Redimensionamento de territórios
Toffoli defendeu a possibilidade de redimensionamento de terra indígena, mas apenas se for comprovado que o processo demarcatório não seguiu as normas constitucionais e legais. Para o ministro, esta hipótese é excepcional, e a anulação do ato administrativo de demarcação deve observar o prazo decadencial de cinco anos. Para as áreas já homologadas, o prazo passa a contar a partir da publicação da ata do julgamento do STF.
O que é a tese do marco temporal
Marco temporal é uma tese jurídica segundo a qual os povos indígenas têm direito de ocupar apenas as terras que ocupavam ou já disputavam na data de promulgação da Constituição de 1988. Ela se contrapõe à teoria do indigenato, segundo a qual o direito dos povos indígenas sobre as terras tradicionalmente ocupadas é anterior à criação do Estado brasileiro, cabendo a este apenas demarcar e declarar os limites territoriais.
Direito originário
O caso que originou o recurso está relacionado a um pedido do Instituto do Meio Ambiente de Santa Catarina (IMA) de reintegração de posse de uma área localizada em parte da Reserva Biológica do Sassafrás (SC), declarada pela Fundação Nacional dos Povos Indígenas (Funai) como de tradicional ocupação indígena. No recurso, a Funai contesta decisão do Tribunal Regional da 4ª Região (TRF-4), para quem não foi demonstrado que as terras seriam tradicionalmente ocupadas pelos indígenas e confirmou a sentença em que fora determinada a reintegração de posse.
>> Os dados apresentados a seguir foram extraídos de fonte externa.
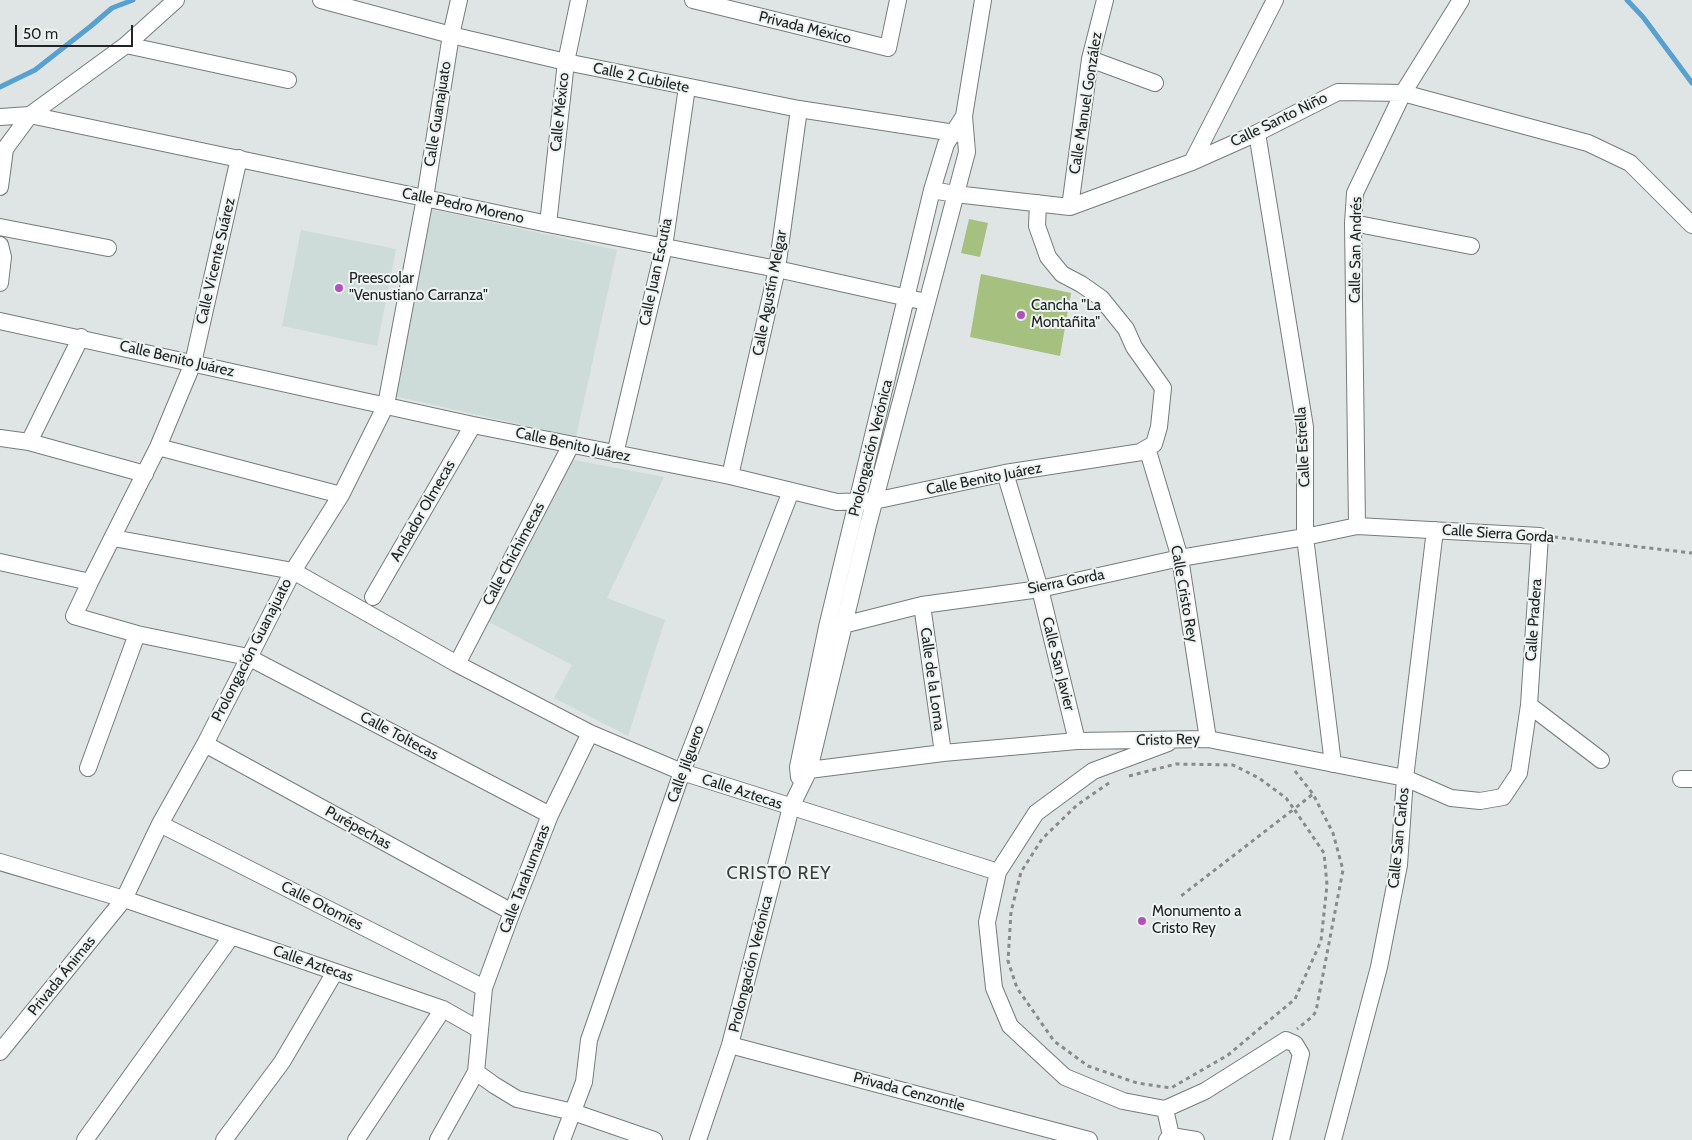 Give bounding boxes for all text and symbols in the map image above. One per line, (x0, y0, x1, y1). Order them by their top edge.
street label: Privada México (757, 8, 853, 48)
scale bar (18, 15, 135, 47)
text: 50 m (23, 25, 58, 43)
street label: Calle Manuel González (1066, 31, 1106, 175)
street label: Calle 2 Cubilete (591, 59, 691, 97)
street label: Calle Guanajuato (421, 60, 455, 168)
street label: Calle México (547, 72, 573, 152)
street label: Calle Santo Niño (1228, 89, 1330, 151)
street label: Calle Pedro Moreno (400, 184, 526, 228)
street label: Calle Vicente Suárez (193, 196, 239, 326)
street label: Calle San Andrés (1346, 197, 1366, 303)
street label: Calle Juan Escutia (636, 217, 676, 327)
street label: Calle Agustín Melgar (749, 229, 791, 357)
place label: Preescolar "Venustiano Carranza" (349, 270, 488, 305)
marker: Preescolar "Venustiano Carranza" (333, 282, 345, 294)
place label: Cancha "La Montañita" (1031, 297, 1101, 332)
marker: Cancha "La Montañita" (1015, 309, 1027, 321)
street label: Calle Benito Juárez (118, 337, 236, 381)
street label: Prolongación Verónica (845, 378, 897, 518)
street label: Calle Estrella (1292, 406, 1314, 488)
street label: Calle Benito Juárez (514, 424, 632, 466)
street label: Andador Olmecas (387, 457, 459, 565)
street label: Calle Benito Juárez (925, 459, 1043, 499)
street label: Calle Chichimecas (479, 499, 549, 609)
street label: Calle Sierra Gorda (1441, 521, 1555, 547)
street label: Calle Cristo Rey (1167, 544, 1201, 644)
street label: Sierra Gorda (1026, 566, 1106, 598)
street label: Prolongación Guanajuato (208, 576, 296, 724)
street label: Calle Pradera (1522, 578, 1546, 662)
street label: Calle San Javier (1038, 615, 1078, 713)
street label: Calle de la Loma (916, 626, 948, 732)
street label: Calle Toltecas (357, 708, 441, 764)
street label: Calle Jilguero (664, 723, 708, 805)
street label: Cristo Rey (1136, 730, 1200, 750)
street label: Calle Aztecas (699, 771, 785, 813)
street label: Calle San Carlos (1385, 787, 1413, 889)
street label: Purépechas (322, 802, 394, 854)
street label: Calle Tarahumaras (496, 822, 554, 936)
district label: CRISTO REY (725, 863, 833, 885)
street label: Calle Otomíes (278, 878, 366, 934)
street label: Prolongación Verónica (725, 894, 777, 1034)
place label: Monumento a Cristo Rey (1152, 903, 1241, 938)
marker: Monumento a Cristo Rey (1136, 915, 1148, 927)
street label: Privada Ánimas (24, 933, 100, 1019)
street label: Calle Aztecas (270, 942, 356, 986)
street label: Privada Cenzontle (851, 1068, 967, 1116)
Mobilização dos povos indígenas
Povos indígenas de diversas regiões do país estão mobilizados em Brasília contra a tese do marco temporal de seus territórios, que volta a ser julgada pelo Supremo Tribunal Federal (STF), e contra o Projeto de Lei (PL) 2.903/2023 que trata do mesmo tema. Os povos reivindicam também a demarcação imediata de suas terras. O PL 2.903/2023 estabelece que os povos indígenas só têm direito às áreas que já eram ocupadas por eles no dia da promulgação da Constituição Federal de 1988 (5 de outubro do mesmo ano).
Em paralelo ao julgamento no STF, projeto aprovado na Câmara dos Deputados a toque de caixa já recebeu parecer favorável do relator, o senador Marcos Rogério (PL-RO), e esteve em análise na Comissão de Constituição e Justiça (CCJ) do Senado na quarta-feira, pela manhã.
Na quarta-feira, 20, os atos de protesto começaram em frente à Biblioteca Nacional, no centro da capital, com cerca de mil indígenas, organizados pela Articulação dos Povos Indígenas do Brasil (Apib) e pelo Conselho Indigenista Missionário (Cimi).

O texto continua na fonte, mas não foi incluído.